Earthquakes in a classical sense originate from the rapid release of elastic energy caused by the rupture of rock in the earth. Damaging effects due to an earthquake arise (i) from a source outcropping directly at the earths surface, (ii) from the radiated seismic waves. In practice the second effect is the most important. It occurs more frequently and the area shattered by seismic waves is by far larger than the zone which could be hit by an outcropping source. In ShakyGround we focus, therefore, on the effects caused by the radiation of seismic waves. The simulation of the seismic source in ShakyGround follows a stochastic concept as it has been proposed by Hanks & McGuire (1981) and Boore (1983). The source signal, in terms of ground acceleration, is generated as a sequence of gaussian distributed random numbers. The general characteristics of the seismic source are represented by applying a window function in the time domain and filtering the signal with respect to the spectral properties of the seismic source. The concept thus reflects the high variability typically in most accelerograms, which can be reconducted to heterogeneities of the source (the so-called ‘barriers’ or ‘asperities’, schematically indicated by the red spots in the figure). On the other hand, the deterministic frame parameters, like source dimension (represented here by the length L and the width W) and the average dislocation D, are accounted for by the window function and the spectral filtering.

Other information on Seismic Sources are available here.

**Wave Propagation **

Its now commonly accepted that wave propagation effects have a strong effect on strong ground motion. On their way to the surface, seismic waves undergo modifications due to reflection, refraction and absorption. We account for these effects by the use of Haskell propagator matrices and a complex wave number approach for the absorption. Horizontally polarized S-waves (SH-waves) are considered, since these are the most important ones for earthquake engineering purposes. The geological structure is represented by a sequence of horizontally layered plane strata overlying an infinite halfspace, which contains the seismic source. The seismic signal is strongly affected by the subsurface geological structure. Considerable amplitude amplifications occur if the velocity (and density) of the uppermost layers are lower than the velocities (and densities) of the material below. Thicknesses and velocities of the uppermost layers are typically in a range that makes amplitude amplification effects occur at frequencies between 1 and 20 Hz., i. e., the frequency intervall of technical interest. The sketch displays the modifations the seismic signal undergoes on its way from the source to the receiver. Amplitudes are supposed to be large close to the source, then they decrease as the wave travels towards the surface. Within the layer stack the signal is refracted and reflected. In the layers close to the surface, which we suppose to have a low impedance, we observe amplitude amplification.

**Structure Response **

A simple and widely used approach for the representation of the structure response is the so-called “response spectrum” method.
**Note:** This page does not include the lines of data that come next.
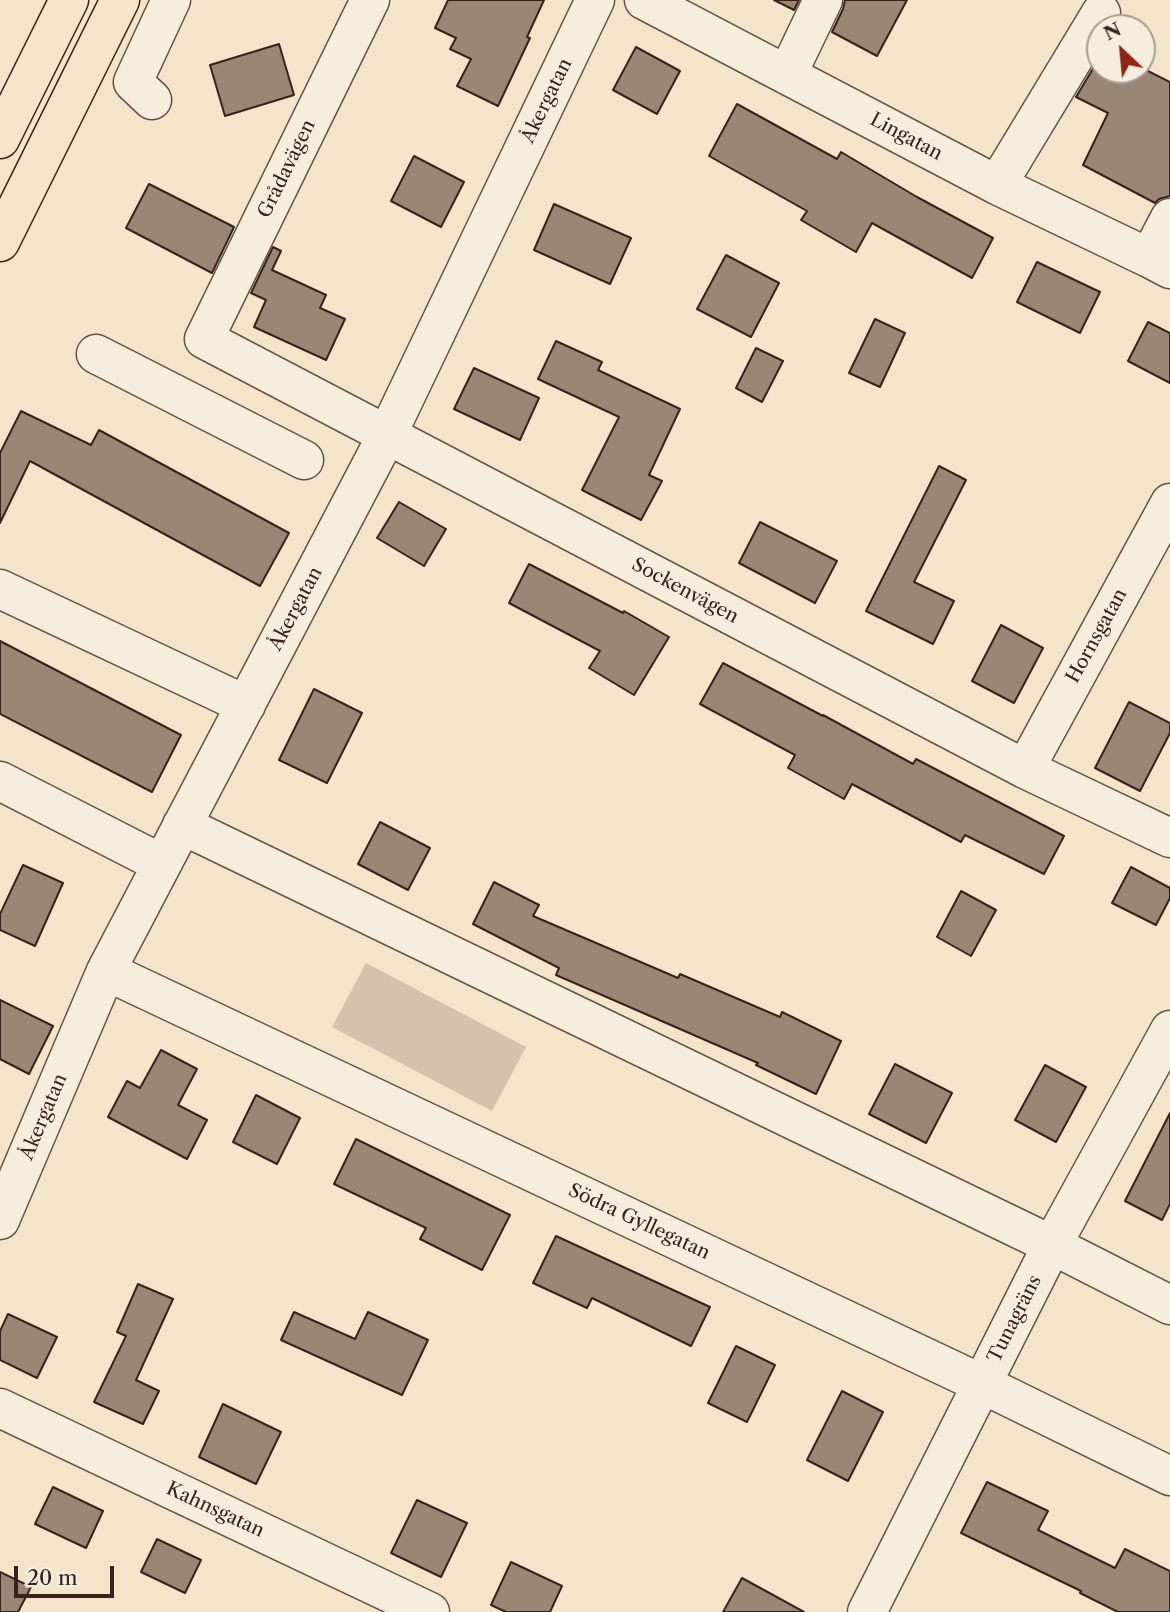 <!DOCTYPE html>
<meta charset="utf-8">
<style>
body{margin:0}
#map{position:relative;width:1170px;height:1612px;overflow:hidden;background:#f3e4ca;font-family:"Libre Caslon Text",serif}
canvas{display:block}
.north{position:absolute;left:1086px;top:14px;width:70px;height:70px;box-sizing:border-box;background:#f7eddd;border:2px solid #aa9c90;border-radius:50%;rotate:334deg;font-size:19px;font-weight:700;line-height:28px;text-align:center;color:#37231c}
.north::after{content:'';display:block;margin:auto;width:24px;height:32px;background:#8f2418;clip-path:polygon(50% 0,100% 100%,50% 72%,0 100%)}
.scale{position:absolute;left:14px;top:1566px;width:100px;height:32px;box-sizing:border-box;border:4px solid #37231c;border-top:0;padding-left:9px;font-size:21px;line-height:24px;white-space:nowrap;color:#37231c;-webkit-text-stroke:5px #f7eddd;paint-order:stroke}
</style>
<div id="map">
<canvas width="1170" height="1612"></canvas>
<div class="north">N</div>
<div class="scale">20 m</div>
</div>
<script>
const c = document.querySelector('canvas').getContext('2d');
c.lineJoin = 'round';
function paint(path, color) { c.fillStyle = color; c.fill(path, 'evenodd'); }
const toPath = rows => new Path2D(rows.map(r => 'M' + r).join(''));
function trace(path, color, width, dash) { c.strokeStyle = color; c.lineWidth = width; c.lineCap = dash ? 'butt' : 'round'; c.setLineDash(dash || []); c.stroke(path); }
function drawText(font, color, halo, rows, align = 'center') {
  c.font = font + ' "Libre Caslon Text",serif'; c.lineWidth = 5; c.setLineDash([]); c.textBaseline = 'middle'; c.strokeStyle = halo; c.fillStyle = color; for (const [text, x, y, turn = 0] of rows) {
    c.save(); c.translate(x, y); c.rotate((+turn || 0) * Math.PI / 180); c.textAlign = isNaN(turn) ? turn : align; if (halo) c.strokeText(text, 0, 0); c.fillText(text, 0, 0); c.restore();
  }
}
const green = toPath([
 [366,963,526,1047,492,1111,332,1027]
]);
const building = toPath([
 [448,0,544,0,527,37,530,38,498,106,457,86,471,59,450,49,456,38,435,28,448,0],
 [774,0,799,0,794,10,774,0],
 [845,0,907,0,877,56,832,32,843,9,845,0],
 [279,44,294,95,225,116,210,65,279,44],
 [636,47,680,71,657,114,613,90,636,47],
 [1100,57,1100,70,1142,70,1142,68,1170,82,1170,196,1159,199,1155,203,1083,165,1108,113,1076,97,1100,57],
 [737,104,837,159,841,152,917,197,993,238,972,278,872,223,856,252,801,220,807,211,709,156,737,104],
 [414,156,464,182,441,227,391,201,414,156],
 [149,184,234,227,212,273,126,228,149,184],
 [554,204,631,238,610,284,534,250,554,204],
 [273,247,281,251,272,270,326,295,320,308,345,319,326,360,254,327,266,300,251,293,273,247],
 [726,255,779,283,751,337,697,309,726,255],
 [1037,262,1100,292,1080,333,1017,302,1037,262],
 [875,319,905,333,880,387,849,373,875,319],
 [1148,322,1170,333,1170,383,1128,361,1148,322],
 [556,341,602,362,598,370,680,409,649,475,662,481,641,520,582,490,619,417,538,379,556,341],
 [756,348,783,361,762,402,736,388,756,348],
 [474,368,539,398,520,440,454,409,474,368],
 [21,411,91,445,99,430,289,533,260,586,30,461,0,523,0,453,21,411],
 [939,466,966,480,914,582,954,601,933,644,866,611,939,466],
 [399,502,446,529,424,566,377,538,399,502],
 [760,522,837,561,815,603,739,563,760,522],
 [529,564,623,613,624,611,669,637,634,695,589,668,600,651,509,603,529,564],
 [1001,625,1043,648,1014,703,972,681,1001,625],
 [0,641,181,735,152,792,0,714,0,641],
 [723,663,823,716,823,715,913,764,916,759,1064,836,1044,874,965,835,961,842,852,784,844,799,788,768,795,755,700,704,723,663],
 [314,689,362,713,327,783,279,760,314,689],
 [1129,702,1170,723,1170,733,1140,791,1095,768,1129,702],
 [380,822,430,848,408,890,358,864,380,822],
 [23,865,63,883,35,946,0,930,0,914,23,865],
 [1131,867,1170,888,1170,898,1156,925,1112,903,1131,867],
 [494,882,539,905,533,916,678,978,680,974,780,1017,782,1012,841,1041,816,1094,756,1065,758,1063,556,975,559,968,473,924,494,882],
 [961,891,996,910,971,956,937,937,961,891],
 [0,1000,53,1026,29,1074,0,1059,0,1000],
 [161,1050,197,1069,178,1105,207,1120,187,1159,108,1117,127,1081,140,1088,161,1050],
 [895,1064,952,1093,926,1143,869,1114,895,1064],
 [1045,1065,1086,1087,1056,1142,1015,1120,1045,1065],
 [256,1095,300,1118,277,1164,233,1142,256,1095],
 [1170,1113,1170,1204,1162,1220,1125,1201,1170,1113],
 [356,1139,510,1215,482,1270,420,1239,426,1228,334,1184,356,1139],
 [556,1236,710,1307,691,1346,592,1298,587,1308,533,1283,556,1236],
 [138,1284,173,1299,136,1380,159,1391,143,1424,94,1402,126,1336,117,1332,138,1284],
 [294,1312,355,1339,368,1312,428,1340,402,1395,281,1340,294,1312],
 [8,1314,57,1337,37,1378,0,1360,0,1331,8,1314],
 [736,1346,775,1365,747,1422,708,1403,736,1346],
 [842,1391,883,1412,848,1481,807,1460,842,1391],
 [223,1404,281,1432,256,1484,199,1457,223,1404],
 [987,1482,1048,1511,1038,1530,1115,1568,1125,1549,1170,1571,1170,1612,1118,1612,1080,1593,1081,1591,961,1533,987,1482],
 [53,1487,103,1511,86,1548,35,1524,53,1487],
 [417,1500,467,1523,441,1577,391,1553,417,1500],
 [157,1539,201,1560,185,1593,141,1572,157,1539],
 [511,1562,562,1586,550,1612,506,1612,491,1605,511,1562],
 [0,1572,31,1587,18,1612,0,1612,0,1572],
 [742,1578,804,1612,723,1612,742,1578]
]);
const minor = toPath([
 [370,0,204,339,1025,769,1170,838],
 [644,0,997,185,1149,258,1170,269],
 [787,75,823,0],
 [152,100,133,82,171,0],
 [997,185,1101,13],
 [1149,258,1170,218],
 [96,354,304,460],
 [0,589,246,705],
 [1025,769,1170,503],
 [0,781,162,864],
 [182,825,1052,1245,1170,1305],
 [106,971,982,1384,1170,1476],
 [0,1220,106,971,387,435,595,0],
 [0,1408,430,1612],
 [867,1612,1052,1245,1170,1030]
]);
const highway = toPath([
 [0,139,69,0],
 [0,242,120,0]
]);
const streetNames = [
 ["Åkergatan",547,101,-64],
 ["Lingatan",906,137,28],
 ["Grådavägen",287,169,-64],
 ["Sockenvägen",685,591,28],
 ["Åkergatan",296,609,-62],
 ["Hornsgatan",1097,636,-61],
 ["Åkergatan",44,1117,-67],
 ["Södra Gyllegatan",639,1222,25],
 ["Tunagräns",1015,1319,-63],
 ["Kahnsgatan",215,1510,25]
];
paint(green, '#d3c3ac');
paint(building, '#998776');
trace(building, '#37231c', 2);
trace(minor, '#665348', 41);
trace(highway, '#37231c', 41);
trace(minor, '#f7eddd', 38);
trace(highway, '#f3e4ca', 38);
drawText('19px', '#37231c', '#f7eddd', streetNames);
</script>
Response spectra form the basis of seismic regulation codes, such as the USAEC, US building code in the United States and the EC 8 in Europe. In this context the structure is supposed to behave like a simple oscillator, such as a spring or pendulum. The characteristic parameters of this model are the natural frequency and the damping, which are determined by size, configuration and material makeup of the structure. Earthquake ground motion will excite the building and cause it to “resonate” according to its preferred frequency. The calculation of response spectra consists of several steps. First, select the natural period and damping, then calculate the relative displacement of the oscillator, i. e. its “response” with respect to ground, and note the maximum amplitude of the response. This is repeated for a set of natural frequencies in order to get a “spectrum” of responses. A dangerous situation arises if the natural frequency of a structure falls in the frequency range of major seismic radiation. In this case the accelerations in the structure may be several times higher than the peak ground acceleration measured at the surface.